Different shelter staffers who evaluated the same dogs at the same time had only a moderate level of agreement. This lack of consistency renders their visual identification of a dog’s breed inherently unreliable.
Dogs at an animal shelterLimitations in available DNA profiles make absolute breed identification problematic. However, when visual ID was compared with DNA test results, the assessors fared even worse. Dogs with pit bull heritage breed DNA were identified only 33 to 75 percent of the time, depending on which of the staff members was judging them. Conversely, dogs lacking any genetic evidence of relevant breeds were labelled as pit bull type dogs from 0 to 48 percent of the time, the researchers reported.
One in five dogs genetically identified with pit bull breeds were missed, and one in three dogs lacking DNA for pit bull breeds were labeled pit bulls by at least one staff member.
Veterinarians didn’t perform any better than other assessors when comparing DNA profiles to their visual identification of the dogs’ breeds.

Background

Previous studies have also found multiple observers who consider themselves “experts” or who are dog professionals have low rates of agreement in their visual assessment of dog breed.

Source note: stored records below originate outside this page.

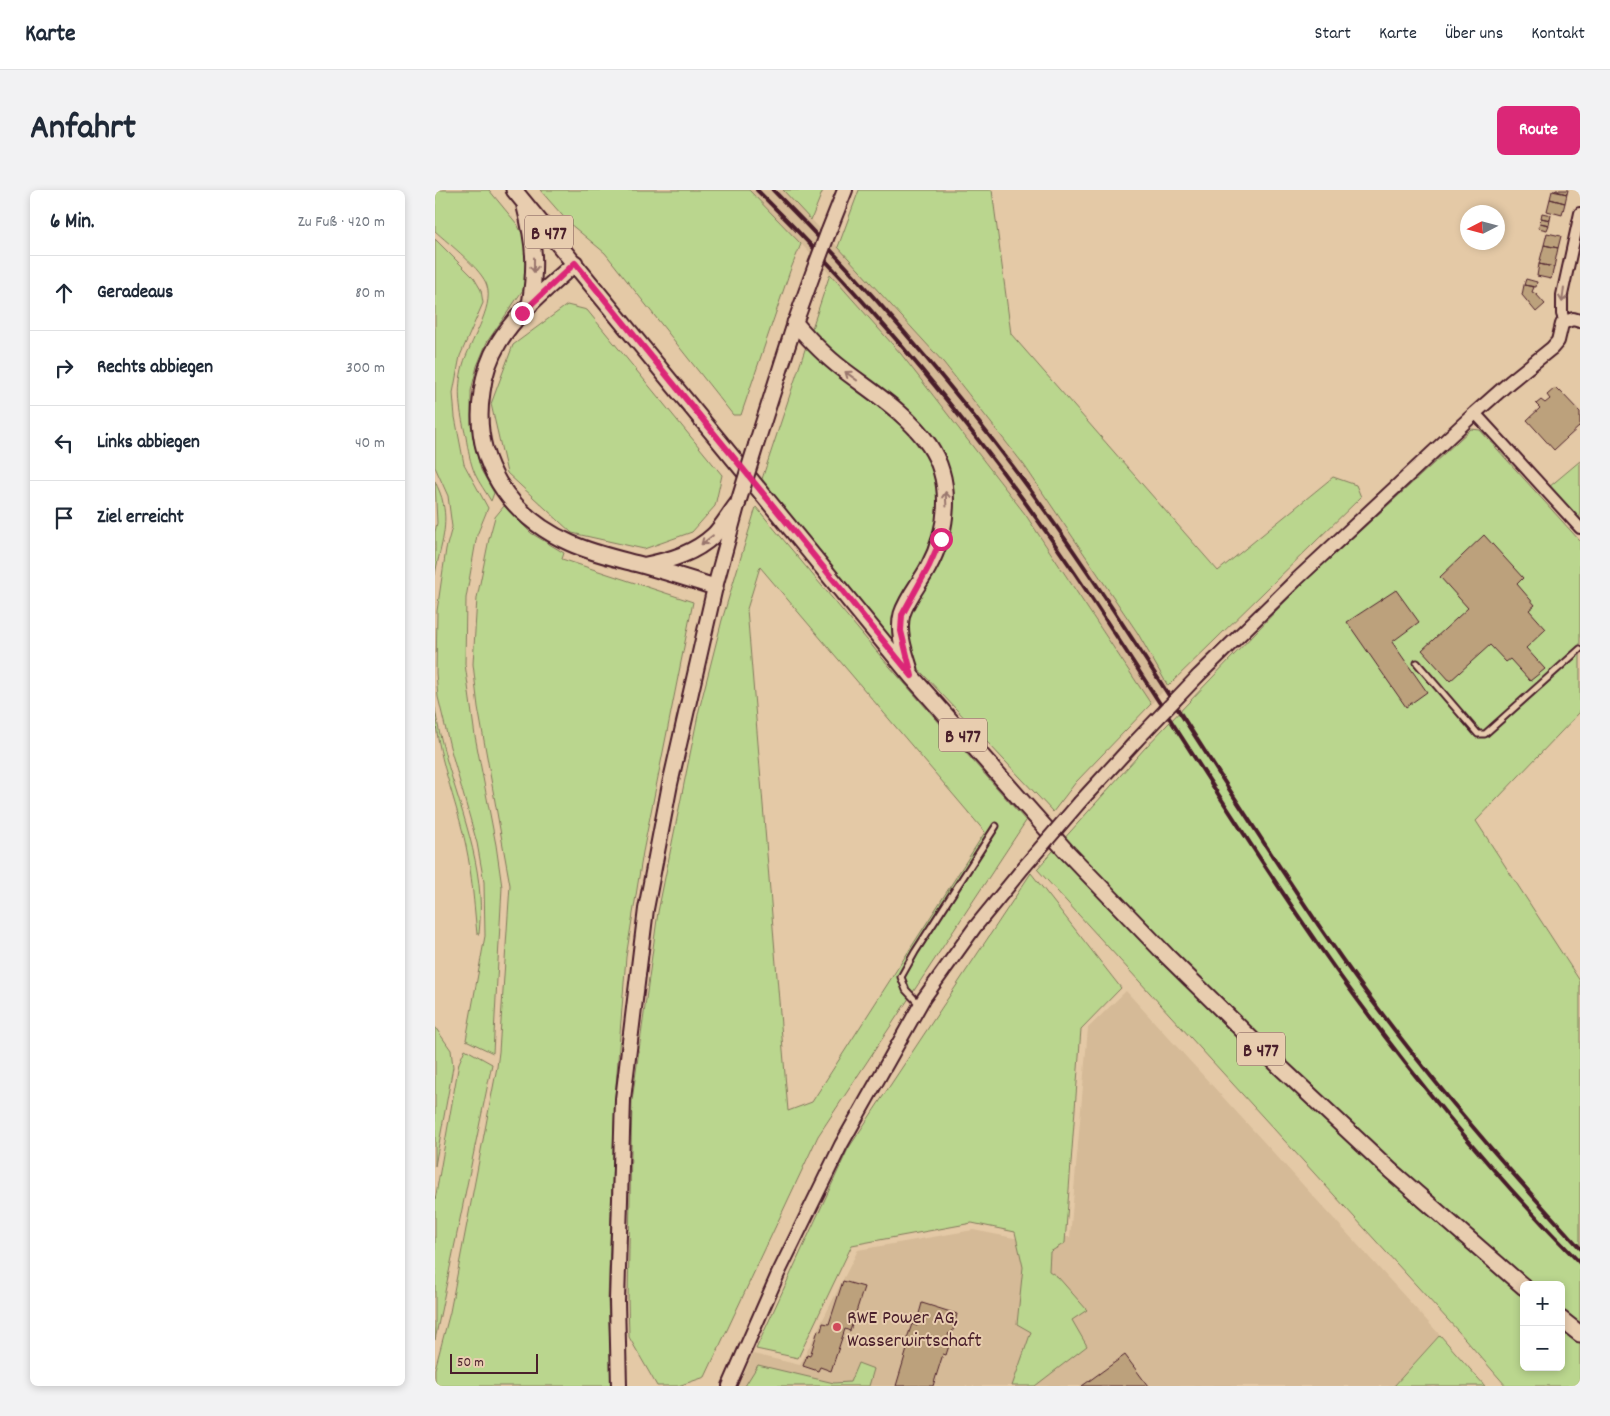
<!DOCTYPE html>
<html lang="de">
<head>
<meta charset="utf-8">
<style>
	body { margin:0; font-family:Dekko,sans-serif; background:#f2f2f3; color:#1f2937 }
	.controls { position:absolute; right:15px; bottom:15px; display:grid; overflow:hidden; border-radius:8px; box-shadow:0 2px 8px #0003 }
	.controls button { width:45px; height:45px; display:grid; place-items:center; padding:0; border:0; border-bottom:1px solid #e0e1e3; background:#fff; color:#1f2937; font:25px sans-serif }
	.compass { position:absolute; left:1025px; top:15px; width:45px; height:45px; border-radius:50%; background:#fff; box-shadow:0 2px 8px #0003; rotate:264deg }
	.scale { position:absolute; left:15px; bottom:12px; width:88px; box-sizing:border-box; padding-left:5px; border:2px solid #4a1f2b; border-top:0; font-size:14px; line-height:18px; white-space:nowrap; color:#4a1f2b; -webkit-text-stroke:4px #e8cdaf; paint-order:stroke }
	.stop { position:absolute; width:15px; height:15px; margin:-11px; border:4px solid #db2777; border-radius:50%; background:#fff }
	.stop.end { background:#db2777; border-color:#fff; box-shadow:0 1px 5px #0008 }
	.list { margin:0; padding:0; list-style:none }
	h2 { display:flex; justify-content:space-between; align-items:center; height:65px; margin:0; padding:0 20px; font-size:21px }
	h2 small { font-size:16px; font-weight:400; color:#747a83 }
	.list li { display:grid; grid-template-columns:32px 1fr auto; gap:15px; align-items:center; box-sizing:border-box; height:75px; padding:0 20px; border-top:1px solid #e0e1e3 }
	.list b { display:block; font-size:19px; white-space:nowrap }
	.list em { font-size:16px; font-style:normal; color:#747a83 }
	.icon { flex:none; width:28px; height:28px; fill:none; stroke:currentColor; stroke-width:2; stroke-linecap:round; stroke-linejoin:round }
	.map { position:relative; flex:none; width:1145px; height:1196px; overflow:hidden; border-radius:8px }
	header { display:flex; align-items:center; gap:30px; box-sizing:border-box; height:70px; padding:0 25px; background:#fff; border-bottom:1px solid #e0e1e3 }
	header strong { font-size:24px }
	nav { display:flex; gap:28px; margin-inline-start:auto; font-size:18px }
	.intro { display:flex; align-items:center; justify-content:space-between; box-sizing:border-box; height:120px; padding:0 30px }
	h1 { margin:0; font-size:35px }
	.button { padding:12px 22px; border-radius:8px; background:#db2777; color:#fff; font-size:18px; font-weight:700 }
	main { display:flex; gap:30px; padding:0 30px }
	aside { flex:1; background:#fff; border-radius:8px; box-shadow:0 2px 8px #0003 }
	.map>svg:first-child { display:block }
</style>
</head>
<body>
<header>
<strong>Karte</strong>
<nav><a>Start</a><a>Karte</a><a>Über uns</a><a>Kontakt</a></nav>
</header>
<div class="intro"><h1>Anfahrt</h1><a class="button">Route</a></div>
<main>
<aside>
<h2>6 Min.<small>Zu Fuß · 420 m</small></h2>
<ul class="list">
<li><svg class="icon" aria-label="ahead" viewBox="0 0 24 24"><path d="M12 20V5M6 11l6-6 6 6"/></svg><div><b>Geradeaus</b></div><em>80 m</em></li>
<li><svg class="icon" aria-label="right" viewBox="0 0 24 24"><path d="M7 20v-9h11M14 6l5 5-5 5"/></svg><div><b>Rechts abbiegen</b></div><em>300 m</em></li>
<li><svg class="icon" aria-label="left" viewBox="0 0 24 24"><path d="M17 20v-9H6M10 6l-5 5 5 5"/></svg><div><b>Links abbiegen</b></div><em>40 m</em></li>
<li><svg class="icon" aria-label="arrive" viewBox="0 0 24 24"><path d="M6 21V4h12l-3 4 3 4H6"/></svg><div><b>Ziel erreicht</b></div></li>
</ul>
</aside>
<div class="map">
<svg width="1145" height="1196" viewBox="0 0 1145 1196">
	<rect width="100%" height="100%" fill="#e4c9a6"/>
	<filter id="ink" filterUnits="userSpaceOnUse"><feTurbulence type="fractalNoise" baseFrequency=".02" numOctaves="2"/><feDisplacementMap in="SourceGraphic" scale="10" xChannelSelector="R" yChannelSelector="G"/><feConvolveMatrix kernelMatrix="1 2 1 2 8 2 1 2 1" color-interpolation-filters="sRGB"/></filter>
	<g filter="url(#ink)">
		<path fill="#d5ba97" d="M 314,0 L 348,0 L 403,57 L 509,173 L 589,275 L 702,442 L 733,496 L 716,514 L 590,324 L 466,164 L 395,84 Z
			M 691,801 L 1005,1145 L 959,1196 L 303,1196 L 318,1164 L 365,1175 L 423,1060 L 538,1040 L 579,1048 L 635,1047 L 653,838 Z"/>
		<path fill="#bad68e" stroke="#827a5c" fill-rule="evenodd" d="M 0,0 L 54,0 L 82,34 L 90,49 L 94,62 L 92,94 L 52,152 L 42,176 L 36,201 L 36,234 L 39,253 L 46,280 L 59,303 L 56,311 C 51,302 44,293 40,284 C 35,272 33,260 31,247 C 25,222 21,201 28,175 C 34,153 59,118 52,96 C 48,80 13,53 0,41 Z
			M 105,0 L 314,0 L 366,54 L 355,81 L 306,225 L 298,225 L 170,63 L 134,33 Z
			M 348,0 L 388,0 L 376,30 Z
			M 424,0 L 557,0 L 576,144 L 783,381 L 898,287 L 921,295 L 926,307 L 733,496 L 702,442 L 589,275 L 509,173 L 403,57 Z
			M 0,49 L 39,88 L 46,100 L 48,113 L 25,166 L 18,203 L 20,227 L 29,274 L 53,318 L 42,345 L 31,408 L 30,474 L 40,546 L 61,655 L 67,697 L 58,863 L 31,850 L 50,746 L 49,692 L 42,653 L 15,557 L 3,507 L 1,483 L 2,421 L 11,359 L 17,337 L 13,306 L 0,277 Z
			M 395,84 L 466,164 L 590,324 L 716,514 L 641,592 L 618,622 L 456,450 L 326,292 Z
			M 132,115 L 152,120 L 287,285 L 280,316 L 257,342 L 209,359 L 137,343 L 72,283 L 56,214 L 78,155 Z
			M 1036,239 L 1045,240 L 1145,351 L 1145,522 L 1041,631 L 1145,791 L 1145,1196 L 1071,1196 L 1023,1141 L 602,679 L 710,558 L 863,398 ZM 1089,1095 L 1126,1095 L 1126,1177 L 1089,1177 Z
			M 1145,271 L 1145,331 L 1114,297 Z
			M 0,291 C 3,298 7,306 8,313 C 14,338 4,361 0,385 L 0,342 L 2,333 Z
			M 69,316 L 96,343 L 129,363 L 127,369 L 258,412 L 208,662 L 191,767 L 180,908 L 173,1110 L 177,1196 L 0,1196 L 0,1179 L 15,1122 L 62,877 L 64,862 L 75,695 L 43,517 L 38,474 L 42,408 L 54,349 L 60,327 Z
			M 321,317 L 448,469 L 591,631 L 383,946 L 270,1187 L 243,1196 L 222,1196 L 194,1147 L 193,1108 L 197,911 L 223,722 L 264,520 L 287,430 ZM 325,377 L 550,642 L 377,912 L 353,921 L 312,419 Z
			M 0,518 C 9,581 41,642 45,706 C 46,719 45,732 44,744 L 42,744 C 39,715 37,684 31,656 C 22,612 0,561 0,518 Z
			M 596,683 L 686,798 L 646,839 L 630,1053 L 615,1062 L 614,1081 L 623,1087 L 652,1120 L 637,1130 L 652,1156 L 600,1196 L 577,1196 L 596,1142 L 582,1134 L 588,1077 L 580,1042 L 537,1033 L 417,1055 L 363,1168 L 321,1159 L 413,959 Z
			M 0,837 L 16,860 L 18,877 L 0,976 Z
			M 30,859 L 57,874 L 0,1150 L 0,1010 L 24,873 Z
			M 1005,1145 L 1050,1196 L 959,1196 Z
			M 423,1173 L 439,1179 L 434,1196 L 310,1196 L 323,1175 L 399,1193 L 415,1192 Z"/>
		<path fill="#bca17c" stroke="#4a1f2b" d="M 1118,0 L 1133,0 L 1132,4 Z
			M 1117,1 L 1132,4 L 1130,13 L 1115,9 Z
			M 1115,9 L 1130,13 L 1127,25 L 1112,21 Z
			M 1107,23 L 1116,25 L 1115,30 L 1106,28 Z
			M 1106,28 L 1115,30 L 1114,35 L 1105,33 Z
			M 1105,33 L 1114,35 L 1112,40 L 1103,38 Z
			M 1112,43 L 1126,46 L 1123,58 L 1109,55 Z
			M 1109,55 L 1123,58 L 1119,77 L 1104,74 Z
			M 1104,74 L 1119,77 L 1116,89 L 1102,86 Z
			M 1091,89 L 1102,92 L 1101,97 L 1089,95 Z
			M 1089,95 L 1099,97 L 1097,102 L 1101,104 L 1110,114 L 1101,122 L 1087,105 Z
			M 1120,198 L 1124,202 L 1125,201 L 1145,222 L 1145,236 L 1119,260 L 1092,230 L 1105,218 L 1101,214 L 1106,210 L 1110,213 L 1115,209 L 1112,205 Z
			M 1049,345 L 1088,388 L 1082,394 L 1100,415 L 1094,420 L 1111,439 L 1091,458 L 1110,479 L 1095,491 L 1075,469 L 1071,472 L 1055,455 L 1015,491 L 987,460 L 1033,418 L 1005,387 Z
			M 961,400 L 984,432 L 957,452 L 992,502 L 971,517 L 912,432 Z
			M 408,1091 L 429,1097 L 415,1141 L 410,1139 L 396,1181 L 385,1177 L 383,1181 L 368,1176 L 372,1165 L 375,1166 L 383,1140 L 386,1141 L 388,1133 L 394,1134 Z
			M 487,1113 L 522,1124 L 517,1144 L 514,1143 L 513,1145 L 517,1146 L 511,1165 L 508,1164 L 498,1196 L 461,1196 L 473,1156 L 475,1157 L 477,1153 L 471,1151 L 477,1134 L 482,1136 L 483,1133 L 482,1131 Z
			M 690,1165 L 713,1196 L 647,1196 Z"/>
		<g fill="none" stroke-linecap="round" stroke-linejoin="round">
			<defs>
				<path id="service" d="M 982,473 L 1043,544 L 1050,544 L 1145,459
					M 484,814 L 471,800 L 466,787 L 480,762 L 561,636"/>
				<path id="minor" d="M 1130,132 L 1127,124 L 1127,105 L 1145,23
					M 1040,223 L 1145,338"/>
				<path id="tertiary" d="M 763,486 L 860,391 L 1040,223 L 1075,192 L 1117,158 L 1123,151 L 1127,134 L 1130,132 L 1138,129 L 1145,131
					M 645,612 L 701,551
					M 294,1196 L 343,1084 L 406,955 L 489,808 L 540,737 L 589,677"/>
				<path id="secondary" d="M 393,43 L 410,0
					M 321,255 L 360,133 L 381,75
					M 184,1196 L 182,1111 L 188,909 L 211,719 L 235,594 L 280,397 L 302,316"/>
				<path id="primary" d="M 79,0 L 477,487 L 631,661 L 733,767 L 843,875 L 956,981 L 1089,1097
					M 90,17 C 100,54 101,77 95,115
					M 140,73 C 113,98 83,121 64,152 C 55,167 49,184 47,202 C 36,270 74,326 135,353 C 157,363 180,368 203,374 C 229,381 254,389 280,397
					M 360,133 C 374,149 389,165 406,178 C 437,202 471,222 494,255 C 519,292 513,341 493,378 C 485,393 472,408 467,424 C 462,443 470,463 475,480
					M 211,375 C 236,370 260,363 279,345 C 288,336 295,323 303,313
					M 1126,1129 L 1145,1144"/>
			</defs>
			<use href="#service" stroke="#4a1f2b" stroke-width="9"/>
			<use href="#minor" stroke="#4a1f2b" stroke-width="14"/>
			<use href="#tertiary" stroke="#4a1f2b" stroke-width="16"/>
			<use href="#secondary" stroke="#4a1f2b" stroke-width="18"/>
			<use href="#primary" stroke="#4a1f2b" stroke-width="19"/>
			<use href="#service" stroke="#e8cdaf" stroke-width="5"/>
			<use href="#minor" stroke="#e8cdaf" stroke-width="10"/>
			<use href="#tertiary" stroke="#e8cdaf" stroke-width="12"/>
			<use href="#secondary" stroke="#e8cdaf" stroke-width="14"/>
			<use href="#primary" stroke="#e8cdaf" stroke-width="15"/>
			<path stroke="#4a1f2b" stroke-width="4" d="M 322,0 C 440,117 546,245 639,382 C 715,495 786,612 862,724 C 946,848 1040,966 1145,1073
				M 338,0 C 424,87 505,180 579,278 C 691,428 785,592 891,746 C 967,857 1054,959 1145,1058"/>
			<defs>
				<path id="tertiary-bridge" d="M 701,551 L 763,486
					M 589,677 L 645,612"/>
				<path id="secondary-bridge" d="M 381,75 L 393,43
					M 303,313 L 321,255"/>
			</defs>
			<use href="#tertiary-bridge" stroke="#4a1f2b" stroke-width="16" stroke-linecap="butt"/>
			<use href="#secondary-bridge" stroke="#4a1f2b" stroke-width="18" stroke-linecap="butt"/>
			<use href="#tertiary-bridge" stroke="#e8cdaf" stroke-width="12"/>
			<use href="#secondary-bridge" stroke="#e8cdaf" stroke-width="14"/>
		</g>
		<defs><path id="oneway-shaft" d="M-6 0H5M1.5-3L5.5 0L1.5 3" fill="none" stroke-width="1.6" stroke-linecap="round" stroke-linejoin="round" transform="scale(1.25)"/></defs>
		<g stroke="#99766d">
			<use href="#oneway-shaft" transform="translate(99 75) rotate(90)"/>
			<use href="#oneway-shaft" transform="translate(1128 105) rotate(97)"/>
			<use href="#oneway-shaft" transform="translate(416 186) rotate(-144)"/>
			<use href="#oneway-shaft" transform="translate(511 309) rotate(-93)"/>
			<use href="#oneway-shaft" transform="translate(272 350) rotate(142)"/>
		</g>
	</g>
	<g fill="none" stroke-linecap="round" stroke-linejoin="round" filter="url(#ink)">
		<path stroke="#db2777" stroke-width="6" d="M 87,123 L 140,73 L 477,486 L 466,441 L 467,425 L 494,376 L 506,349"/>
	</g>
	<circle fill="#d1495b" stroke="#e8cdaf" stroke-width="2" cx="402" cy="1137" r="5"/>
	<g text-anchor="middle" stroke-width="4" stroke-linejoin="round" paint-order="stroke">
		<g fill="#e8cdaf" stroke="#795353" stroke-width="1">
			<rect x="90" y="25.5" width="48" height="33" rx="4"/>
			<rect x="504" y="528.5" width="48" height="33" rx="4"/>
			<rect x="802" y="842.5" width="48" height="33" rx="4"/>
		</g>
		<g font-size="19" font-weight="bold" fill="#4a1f2b">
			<text x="114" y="49">B 477</text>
			<text x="528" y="552">B 477</text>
			<text x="826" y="866">B 477</text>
		</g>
		<g font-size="20" fill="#4a1f2b" stroke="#e8cdaf" text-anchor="start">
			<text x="412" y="1133">RWE Power AG,<tspan x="412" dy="23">Wasserwirtschaft</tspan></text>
		</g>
	</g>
</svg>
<div class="controls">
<button>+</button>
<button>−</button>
</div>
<svg class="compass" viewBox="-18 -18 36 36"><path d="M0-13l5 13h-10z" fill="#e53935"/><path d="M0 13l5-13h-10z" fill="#747a83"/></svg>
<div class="scale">50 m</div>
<div class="stop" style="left:506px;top:349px"></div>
<div class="stop end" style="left:87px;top:123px"></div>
</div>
</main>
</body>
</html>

The same has held true in other studies of DNA breed profiles; one such study found visual breed ID matched DNA results less than half the time.
Part of the problem with visual breed identification is, as the study authors commented, “Mixing breeds is not like mixing paint.” Dog breeds contain many genetic traits and variants, and individual dogs don’t contain some idealized one-to-one matching of them.
This holds true for behavior as well as appearance. A dog’s appearance cannot tell observers anything about their behavior; even dogs of identical appearance and the same breed often have very different behavioral traits. Most importantly when examining the type of public policy most often based on purported dog breed, two very large studies found no relationship between dog breed and aggressive behavior.
In these studies, behavior, including aggression, tended to be associated with a single context, such as a stranger entering the dog’s territory. They also found very little correlation between a dog being aggressive with other dogs and with humans. All this combines to suggest that using breed as a surrogate for determining whether a dog is safe or dangerous will fail at both.

Conclusion

Unlike many other things people can’t quite define but “know when they see it,” identification of dogs as pit bulls can trigger an array of negative consequences, from the loss of housing, to being seized by animal control, to the taking of the dog’s life.
If the very people most frequently called on to identify breed are unable to do so consistently or accurately, then IDs by newspaper reporters, HOA board members, or members of the public should be considered even less reliable. Despite the frequency with which such identifications are made, this study suggests visual breed ID, even by presumed experts, should never be relied on as the basis of public policy.